Young people around the world are prioritizing an intersectional approach to climate action, including the integration of gender, race, socioeconomic status and disability — with a goal to incorporate as many diverse voices as possible.
Ensuring the voices of youth and future generations are heard loud and clear is one of the objectives of COP27. To engage this group and ensure their perspectives are reflected across the climate agenda, COP27 will host ‘Youth Day’ on 10 November 2022.
Youth Day is intended to engage young people and ensure that their viewpoints are taken into consideration. It is an opportunity to highlight the priorities and challenges of young people and if done correctly, should encourage much needed dialogue with governments, business and society at large.
Mobilizing the next generation
The next generation is mobilizing at enormous rates to combat climate change and advocate for a just transition. This is reflected consistently in the media, and particularly through social media. Users on platforms such as Instagram and TikTok, are convening and aligning on shared messages and campaigns. There has been an increase in widespread digital movements that highlight the need for a more holistic approach. But I’ve also noticed a great deal of climate anxiety and frustration amongst young people — including exhaustion from these forms of activism.
The question then becomes: how can we engage and enable young people — more specifically within the business world — in conversations around climate justice, in a meaningful way?
This is an opportunity for business to listen to their young people. And it’s critical that we turn these conversations into tangible action for a better tomorrow.
The role business plays in driving positive change
Young people are increasingly passionate about climate action — influencing decision making across several areas of their lives. As more people are opting to work for organizations that align with their values, there is an opportunity for business to listen, engage and empower their people to become real agents of change.

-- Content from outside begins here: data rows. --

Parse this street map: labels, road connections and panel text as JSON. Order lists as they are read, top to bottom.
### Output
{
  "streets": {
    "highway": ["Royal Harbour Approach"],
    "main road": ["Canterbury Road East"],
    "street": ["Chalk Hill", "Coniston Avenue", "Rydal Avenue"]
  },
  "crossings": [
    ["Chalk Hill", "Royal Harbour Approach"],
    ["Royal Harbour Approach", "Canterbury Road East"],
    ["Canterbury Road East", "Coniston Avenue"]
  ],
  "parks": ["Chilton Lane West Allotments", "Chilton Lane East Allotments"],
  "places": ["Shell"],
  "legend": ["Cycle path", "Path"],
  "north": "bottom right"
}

At KPMG, I have the great privilege to connect with young leaders across the global organization. I have engaged people who work across functions and are deeply passionate about climate action to understand how young people are mobilizing in their regions, how they anticipate this mobilization and their views and recommendations to engage business in the fight against climate change.
Next generation KPMG leaders from across the globe came together to share their views — here are some highlights from our conversations:
The numbers of climate pledges and sustainability reports are rising, so are emissions. This is not a healthy development, nor does it represent real change. It is important that COP27 helps establish common ground to tackle greenwashing and define a set of priorities towards a climate neutral transition.

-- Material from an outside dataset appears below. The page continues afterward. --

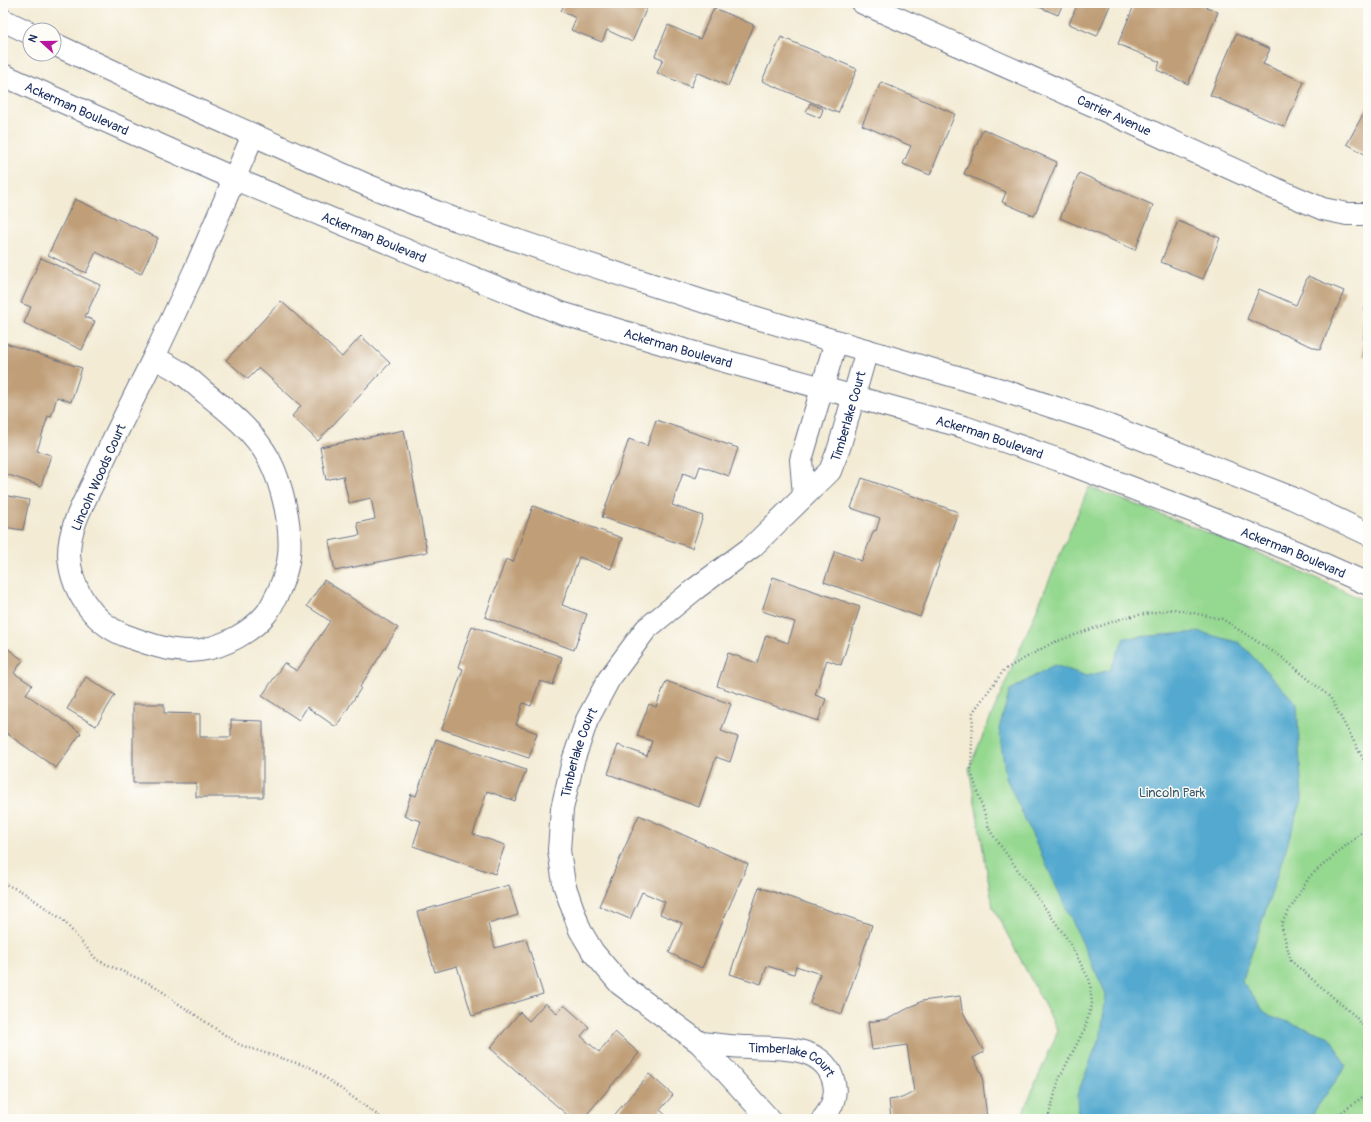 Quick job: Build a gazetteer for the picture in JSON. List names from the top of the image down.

Senior Manager, Public Sector ESG Lead EMA
KPMG in Germany
In India, there is a growing awareness of the fact that climate change is a human rights and social justice issue which is playing an important role in bringing people together for climate activism and action. Increased social mobility, digitization, and the use of social media in particular are key enablers in spreading awareness and mobilizing young people for climate action.
Associate Consultant, ESG
KPMG in India
The socioeconomic differences faced by African youth are likely to widen from climate change if no action is taken. Next-generation leaders are eager to make impactful changes and should come together by re-skilling and upskilling and be more conscious of a new integrated way of doing business and engaging in dialogue to advocate how climate change impacts people, the planet and overall prosperity.
Senior Manager, ESG Assurance
KPMG in South Africa
In the last few years, I have seen a huge increase of young people not just engaging in, but leading mass mobilization activities across Australia. Yet, there has been this portrayal that young people are only engaging in online activism, instigating support through the ‘like’ system. I couldn’t disagree more with this portrayal. I have seen the evidence of a generation who are impassioned enough to put boots on the ground to generate awareness and real action.

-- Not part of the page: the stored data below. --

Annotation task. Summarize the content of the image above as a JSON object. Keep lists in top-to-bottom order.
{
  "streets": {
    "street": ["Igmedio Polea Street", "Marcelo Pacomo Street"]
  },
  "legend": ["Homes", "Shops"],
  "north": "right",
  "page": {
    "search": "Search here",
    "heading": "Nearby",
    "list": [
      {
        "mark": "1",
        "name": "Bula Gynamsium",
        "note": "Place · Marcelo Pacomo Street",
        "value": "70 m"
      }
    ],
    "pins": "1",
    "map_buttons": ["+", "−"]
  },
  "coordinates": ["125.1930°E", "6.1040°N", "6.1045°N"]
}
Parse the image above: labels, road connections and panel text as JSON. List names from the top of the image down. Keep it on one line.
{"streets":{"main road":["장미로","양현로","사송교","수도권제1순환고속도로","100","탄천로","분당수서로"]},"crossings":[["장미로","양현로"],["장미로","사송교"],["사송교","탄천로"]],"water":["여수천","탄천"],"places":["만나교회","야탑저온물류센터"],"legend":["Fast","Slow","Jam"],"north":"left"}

Senior Consultant, Climate Change and Sustainability
KPMG in Australia
I believe that businesses need to think about immediate and longer term ESG - related goals that underpin business objectives. Organizations need to think through and act on what the impact their business has on communities and the planet. What will be your legacy during these pivotal times? How can you reimagine your business and offerings to serve both people and planet for a sustainable future?
Manager, Corporate Sustainability
KPMG in the US
Listening to the voice of the next generation
There is a present need and opportunity for businesses to rapidly transform in light of changing regulatory environments — in a way that’s sustainable for future generations. And to do this, the voice of the next generation should not only be considered but heard, before taking action.
KPMG firms have the ability to facilitate dialogue amongst young people across borders, which then helps to inform conversations and objectives that can have a global impact.
Ways business can engage young people:
- Value the youth perspective and view young people as experts, not simply as diversity tokens.
- Invite young people to be a part of high-level and strategic conversations — consider creating a youth council of leaders.
- Embed those voices into your organization and ensure that group is representative of the business — including gender and racial diversity.
- Collaborate and ideate solutions with these people at the heart of the process.
- Integrate their perspectives and long-term views of the future into core business strategy and implementation.
- Invest in their upskilling, development and exposure as leaders.
Business has a critical role to play in climate action, and KPMG firms can play a big part in supporting clients and communities during this transition. Young people are the leaders of not only tomorrow, but today. Integrating their views and perspectives will be critical to a sustainable strategy for the long-term.
Together, we can draw from wisdom, seasoned and contemporary, to both imagine and implement a just transition for everyone.